|
|
|
|
|
by hnjst
1789 days ago
|
|
Completely aligned with my parent, day-to-day operations are often slightly more complex than making sure your server run your app properly, I'd argue that our services are increasingly dependent on others (in both directions, dependencies multiply and are more and more critical). That's also by interacting more with external entities that they bring more value. > The best solution I can come up with is a synchronously-replicated append-only log store which is utilized in a primary/sync-witness/async-witness/... configuration. The first tier of resilience would be synchronous and provided by a set of witness nodes which must ack as a majority to progress primary. These nodes would ideally be within 1-2ms of the primary. The async witnesses could be in orbit and/or on mars. These are more about extreme geological disaster recovery. The witness nodes would also use a separate consensus protocol to decide when the primary needs to be taken down and replaced with a sync (or god forbid async) witness. They would be able to elect an emergency leader separate from the primary who would be authorized to stop the bad primary in the hypervisor, and edit any relevant DNS records to ensure traffic stops hitting the bad system. This part was what I felt deserved a counter-point though. Consensus is indeed at the core of the issue once you want distributed fault tolerance. However, I think you'll quickly hit two things with your approach: 1-2ms of latency, I fear that it may come with highly correlated failures on the "first tier of resilience". Moreover, the "second tier" being much farther, keeping them in consensus will imply harsh trade-offs.

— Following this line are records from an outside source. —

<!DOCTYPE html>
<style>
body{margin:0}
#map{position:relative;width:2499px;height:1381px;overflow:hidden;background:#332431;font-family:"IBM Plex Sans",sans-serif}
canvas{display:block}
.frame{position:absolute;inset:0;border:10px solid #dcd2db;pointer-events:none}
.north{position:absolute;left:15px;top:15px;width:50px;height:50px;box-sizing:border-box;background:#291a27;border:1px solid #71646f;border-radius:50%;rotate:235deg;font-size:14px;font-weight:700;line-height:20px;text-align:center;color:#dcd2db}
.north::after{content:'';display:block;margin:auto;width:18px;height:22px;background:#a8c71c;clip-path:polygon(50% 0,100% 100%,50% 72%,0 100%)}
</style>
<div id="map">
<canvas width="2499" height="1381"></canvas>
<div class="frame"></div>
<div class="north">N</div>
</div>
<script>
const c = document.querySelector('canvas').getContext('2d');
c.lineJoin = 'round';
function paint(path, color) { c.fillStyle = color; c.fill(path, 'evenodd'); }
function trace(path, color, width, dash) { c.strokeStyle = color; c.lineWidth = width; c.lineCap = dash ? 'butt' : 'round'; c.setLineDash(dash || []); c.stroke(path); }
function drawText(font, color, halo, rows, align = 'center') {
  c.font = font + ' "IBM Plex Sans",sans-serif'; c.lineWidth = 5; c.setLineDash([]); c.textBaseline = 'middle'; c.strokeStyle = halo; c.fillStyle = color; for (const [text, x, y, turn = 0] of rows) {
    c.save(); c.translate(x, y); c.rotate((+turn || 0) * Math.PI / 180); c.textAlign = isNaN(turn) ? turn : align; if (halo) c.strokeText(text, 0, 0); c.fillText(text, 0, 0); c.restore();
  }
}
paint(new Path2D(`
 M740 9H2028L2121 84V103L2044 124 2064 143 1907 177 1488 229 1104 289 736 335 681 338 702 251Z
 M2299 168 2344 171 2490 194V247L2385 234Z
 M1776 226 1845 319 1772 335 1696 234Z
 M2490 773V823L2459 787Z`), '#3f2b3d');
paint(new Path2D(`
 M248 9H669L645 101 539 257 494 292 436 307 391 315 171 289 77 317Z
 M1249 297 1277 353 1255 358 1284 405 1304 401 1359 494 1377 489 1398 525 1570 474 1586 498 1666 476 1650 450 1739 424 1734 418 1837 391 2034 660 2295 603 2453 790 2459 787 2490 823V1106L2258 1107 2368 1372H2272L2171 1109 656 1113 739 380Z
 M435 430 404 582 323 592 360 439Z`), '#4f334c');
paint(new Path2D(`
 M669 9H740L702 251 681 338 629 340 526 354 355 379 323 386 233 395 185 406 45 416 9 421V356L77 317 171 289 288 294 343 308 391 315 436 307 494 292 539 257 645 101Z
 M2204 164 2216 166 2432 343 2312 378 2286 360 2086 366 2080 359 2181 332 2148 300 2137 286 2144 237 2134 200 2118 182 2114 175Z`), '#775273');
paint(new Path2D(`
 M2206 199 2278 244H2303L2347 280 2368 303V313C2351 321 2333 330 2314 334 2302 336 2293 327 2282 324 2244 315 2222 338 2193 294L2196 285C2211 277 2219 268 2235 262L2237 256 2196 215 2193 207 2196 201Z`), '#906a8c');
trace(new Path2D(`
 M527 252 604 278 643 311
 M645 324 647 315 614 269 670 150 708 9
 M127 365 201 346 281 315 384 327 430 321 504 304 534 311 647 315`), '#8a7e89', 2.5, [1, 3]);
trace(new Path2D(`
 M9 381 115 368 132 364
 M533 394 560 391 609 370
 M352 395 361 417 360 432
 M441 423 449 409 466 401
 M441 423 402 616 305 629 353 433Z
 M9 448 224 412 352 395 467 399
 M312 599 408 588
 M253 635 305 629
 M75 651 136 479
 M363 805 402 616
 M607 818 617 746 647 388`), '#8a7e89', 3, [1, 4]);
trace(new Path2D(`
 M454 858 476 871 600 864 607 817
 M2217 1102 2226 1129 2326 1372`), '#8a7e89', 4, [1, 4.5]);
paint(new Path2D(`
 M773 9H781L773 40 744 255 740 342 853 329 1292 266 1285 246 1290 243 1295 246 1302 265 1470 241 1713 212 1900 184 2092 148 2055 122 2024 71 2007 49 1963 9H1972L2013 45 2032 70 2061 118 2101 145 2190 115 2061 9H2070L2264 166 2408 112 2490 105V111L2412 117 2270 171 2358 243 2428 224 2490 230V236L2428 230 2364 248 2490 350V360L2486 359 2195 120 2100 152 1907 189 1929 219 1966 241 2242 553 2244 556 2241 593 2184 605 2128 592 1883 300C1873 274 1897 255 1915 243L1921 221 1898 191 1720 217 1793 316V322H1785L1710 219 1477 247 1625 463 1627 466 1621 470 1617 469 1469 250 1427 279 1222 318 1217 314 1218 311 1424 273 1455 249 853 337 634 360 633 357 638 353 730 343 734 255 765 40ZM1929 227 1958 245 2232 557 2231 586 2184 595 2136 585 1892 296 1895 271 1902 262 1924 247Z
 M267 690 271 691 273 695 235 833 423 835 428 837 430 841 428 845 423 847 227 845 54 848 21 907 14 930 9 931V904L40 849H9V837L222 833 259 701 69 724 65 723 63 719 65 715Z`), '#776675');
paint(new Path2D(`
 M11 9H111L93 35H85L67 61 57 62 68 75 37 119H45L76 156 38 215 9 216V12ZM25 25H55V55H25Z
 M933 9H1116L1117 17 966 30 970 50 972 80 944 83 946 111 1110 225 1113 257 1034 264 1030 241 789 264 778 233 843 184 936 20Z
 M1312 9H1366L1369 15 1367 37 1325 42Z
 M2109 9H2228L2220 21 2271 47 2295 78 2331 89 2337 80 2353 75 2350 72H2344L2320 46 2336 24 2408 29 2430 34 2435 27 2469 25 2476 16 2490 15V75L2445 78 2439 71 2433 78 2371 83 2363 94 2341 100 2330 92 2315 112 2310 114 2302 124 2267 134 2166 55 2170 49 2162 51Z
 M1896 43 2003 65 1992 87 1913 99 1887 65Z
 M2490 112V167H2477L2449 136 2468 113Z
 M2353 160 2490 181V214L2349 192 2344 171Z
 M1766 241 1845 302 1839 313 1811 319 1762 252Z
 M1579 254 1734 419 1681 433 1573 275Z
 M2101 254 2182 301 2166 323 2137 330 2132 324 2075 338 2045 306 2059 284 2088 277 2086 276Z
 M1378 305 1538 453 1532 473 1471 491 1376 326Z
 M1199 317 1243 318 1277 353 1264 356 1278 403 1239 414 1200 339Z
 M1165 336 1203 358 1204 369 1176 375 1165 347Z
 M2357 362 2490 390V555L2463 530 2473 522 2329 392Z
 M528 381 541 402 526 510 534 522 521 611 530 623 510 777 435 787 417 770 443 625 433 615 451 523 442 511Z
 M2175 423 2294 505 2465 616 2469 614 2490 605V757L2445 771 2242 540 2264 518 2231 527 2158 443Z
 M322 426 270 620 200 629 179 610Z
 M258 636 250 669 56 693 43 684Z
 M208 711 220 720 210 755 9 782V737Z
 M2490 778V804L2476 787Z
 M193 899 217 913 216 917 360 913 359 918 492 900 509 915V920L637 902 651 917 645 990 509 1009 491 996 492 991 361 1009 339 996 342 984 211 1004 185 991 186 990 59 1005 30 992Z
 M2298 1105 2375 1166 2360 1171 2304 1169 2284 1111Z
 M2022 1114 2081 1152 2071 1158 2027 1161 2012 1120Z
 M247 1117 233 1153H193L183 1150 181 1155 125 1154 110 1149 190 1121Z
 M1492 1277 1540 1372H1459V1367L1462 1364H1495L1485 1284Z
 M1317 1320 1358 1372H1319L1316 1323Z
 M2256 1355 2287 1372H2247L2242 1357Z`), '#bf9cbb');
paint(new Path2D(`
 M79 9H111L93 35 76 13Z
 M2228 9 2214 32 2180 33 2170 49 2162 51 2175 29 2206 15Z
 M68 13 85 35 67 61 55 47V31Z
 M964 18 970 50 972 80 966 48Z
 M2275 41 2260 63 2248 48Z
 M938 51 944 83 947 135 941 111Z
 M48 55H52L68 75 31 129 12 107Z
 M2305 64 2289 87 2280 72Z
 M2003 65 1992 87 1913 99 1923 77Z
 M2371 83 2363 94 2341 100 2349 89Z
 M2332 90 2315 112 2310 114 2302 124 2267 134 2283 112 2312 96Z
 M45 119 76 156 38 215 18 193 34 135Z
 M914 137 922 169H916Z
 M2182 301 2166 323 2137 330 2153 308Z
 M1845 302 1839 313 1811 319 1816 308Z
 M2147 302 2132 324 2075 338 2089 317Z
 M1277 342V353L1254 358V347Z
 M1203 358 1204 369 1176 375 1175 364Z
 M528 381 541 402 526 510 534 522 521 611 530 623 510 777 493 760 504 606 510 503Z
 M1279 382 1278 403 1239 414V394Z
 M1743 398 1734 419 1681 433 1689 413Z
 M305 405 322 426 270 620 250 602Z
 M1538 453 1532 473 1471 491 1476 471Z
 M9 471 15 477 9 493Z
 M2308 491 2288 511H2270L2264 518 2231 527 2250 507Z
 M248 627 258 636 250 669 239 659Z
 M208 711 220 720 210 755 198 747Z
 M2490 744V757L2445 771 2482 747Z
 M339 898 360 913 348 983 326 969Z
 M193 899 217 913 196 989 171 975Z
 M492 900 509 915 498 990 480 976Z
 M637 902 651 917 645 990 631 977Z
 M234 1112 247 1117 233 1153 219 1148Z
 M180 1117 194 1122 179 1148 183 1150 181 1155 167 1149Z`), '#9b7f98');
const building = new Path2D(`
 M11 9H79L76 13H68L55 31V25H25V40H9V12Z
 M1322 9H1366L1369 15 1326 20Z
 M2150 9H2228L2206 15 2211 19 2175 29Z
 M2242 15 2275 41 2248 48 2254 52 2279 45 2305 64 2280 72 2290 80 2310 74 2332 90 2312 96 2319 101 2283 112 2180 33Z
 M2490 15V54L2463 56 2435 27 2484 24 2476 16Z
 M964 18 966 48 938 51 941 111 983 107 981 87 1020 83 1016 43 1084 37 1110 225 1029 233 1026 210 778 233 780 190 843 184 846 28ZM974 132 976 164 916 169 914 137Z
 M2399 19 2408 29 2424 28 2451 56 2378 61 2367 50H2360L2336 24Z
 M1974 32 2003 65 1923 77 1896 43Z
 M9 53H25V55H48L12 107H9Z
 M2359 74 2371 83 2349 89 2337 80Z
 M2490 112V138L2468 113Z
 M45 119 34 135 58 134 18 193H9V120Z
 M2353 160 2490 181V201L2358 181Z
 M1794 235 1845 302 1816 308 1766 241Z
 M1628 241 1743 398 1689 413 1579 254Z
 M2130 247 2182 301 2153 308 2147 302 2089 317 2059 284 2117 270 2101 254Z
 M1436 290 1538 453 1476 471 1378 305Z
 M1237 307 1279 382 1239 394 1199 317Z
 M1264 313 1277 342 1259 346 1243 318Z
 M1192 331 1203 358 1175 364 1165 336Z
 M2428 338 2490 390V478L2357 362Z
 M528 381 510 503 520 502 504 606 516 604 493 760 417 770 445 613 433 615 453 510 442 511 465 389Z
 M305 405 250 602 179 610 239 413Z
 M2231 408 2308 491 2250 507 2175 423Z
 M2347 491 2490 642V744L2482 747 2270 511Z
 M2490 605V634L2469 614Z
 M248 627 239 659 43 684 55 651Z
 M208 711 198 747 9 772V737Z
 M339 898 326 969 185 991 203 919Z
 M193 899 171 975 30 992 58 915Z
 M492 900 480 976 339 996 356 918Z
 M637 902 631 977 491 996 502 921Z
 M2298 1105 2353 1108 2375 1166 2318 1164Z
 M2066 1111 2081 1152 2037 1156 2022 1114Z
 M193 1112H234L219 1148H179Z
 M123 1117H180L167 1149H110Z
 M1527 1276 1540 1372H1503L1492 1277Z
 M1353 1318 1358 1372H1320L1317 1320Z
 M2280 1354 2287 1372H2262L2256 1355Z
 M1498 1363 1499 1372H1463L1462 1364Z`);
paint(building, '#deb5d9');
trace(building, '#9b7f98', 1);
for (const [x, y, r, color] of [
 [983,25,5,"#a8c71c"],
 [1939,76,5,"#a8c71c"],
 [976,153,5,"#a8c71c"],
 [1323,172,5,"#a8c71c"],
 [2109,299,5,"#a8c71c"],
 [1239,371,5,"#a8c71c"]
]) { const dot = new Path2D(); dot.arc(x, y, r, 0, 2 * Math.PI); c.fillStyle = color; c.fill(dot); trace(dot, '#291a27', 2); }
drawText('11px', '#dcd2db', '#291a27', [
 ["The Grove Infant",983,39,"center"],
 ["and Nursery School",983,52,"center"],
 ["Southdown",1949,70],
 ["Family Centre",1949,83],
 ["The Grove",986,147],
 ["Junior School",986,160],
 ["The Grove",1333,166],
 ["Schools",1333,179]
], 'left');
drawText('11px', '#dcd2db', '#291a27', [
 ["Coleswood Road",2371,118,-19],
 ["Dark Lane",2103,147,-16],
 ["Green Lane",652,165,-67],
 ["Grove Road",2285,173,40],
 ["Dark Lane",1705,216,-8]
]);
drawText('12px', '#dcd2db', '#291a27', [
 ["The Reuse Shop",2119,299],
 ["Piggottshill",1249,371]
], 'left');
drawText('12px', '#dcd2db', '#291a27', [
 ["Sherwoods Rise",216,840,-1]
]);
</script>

If you use synchronous consensus protocols, you'll slow down drastically the "first tier" (assuming you want consistency), if you go for the asynchronous replication (not consensus, this matters...) then the second tier can't really intervene on leader election or failover without risking a partition on a false positive (and if you try to be conservative there your RPO will suffer). If you're into these (fundamental) issues, I'd recommend Leslie Lamport's work (i.e. https://www.college-de-france.fr/site/en-martin-abadi/semina... or http://www.lamport.org/), the paper pointing a disappointing impossibility: https://dl.acm.org/doi/abs/10.1145/3149.214121 and its generalization (https://dl.acm.org/doi/abs/10.1145/167088.167119). |
|
Where your datacenters are geographically located is usually a big first step in even starting these types of conversations. The nature of "maybe sync replication represents a liability or is feasible" might be a conversation about the geography of a region and statistical likelihood of certain disasters impacting multiple sites simultaneously.
Some customers cant ever afford to lose a single transaction no matter what, some just need it to be reasonably stable but incredibly fast (e.g. gaming vs banking).
Will definitely be spending some time reviewing Lamport's works again. Establishing the notion of stable time between all participants is a fascinating way to solve a lot of problems in distributed systems.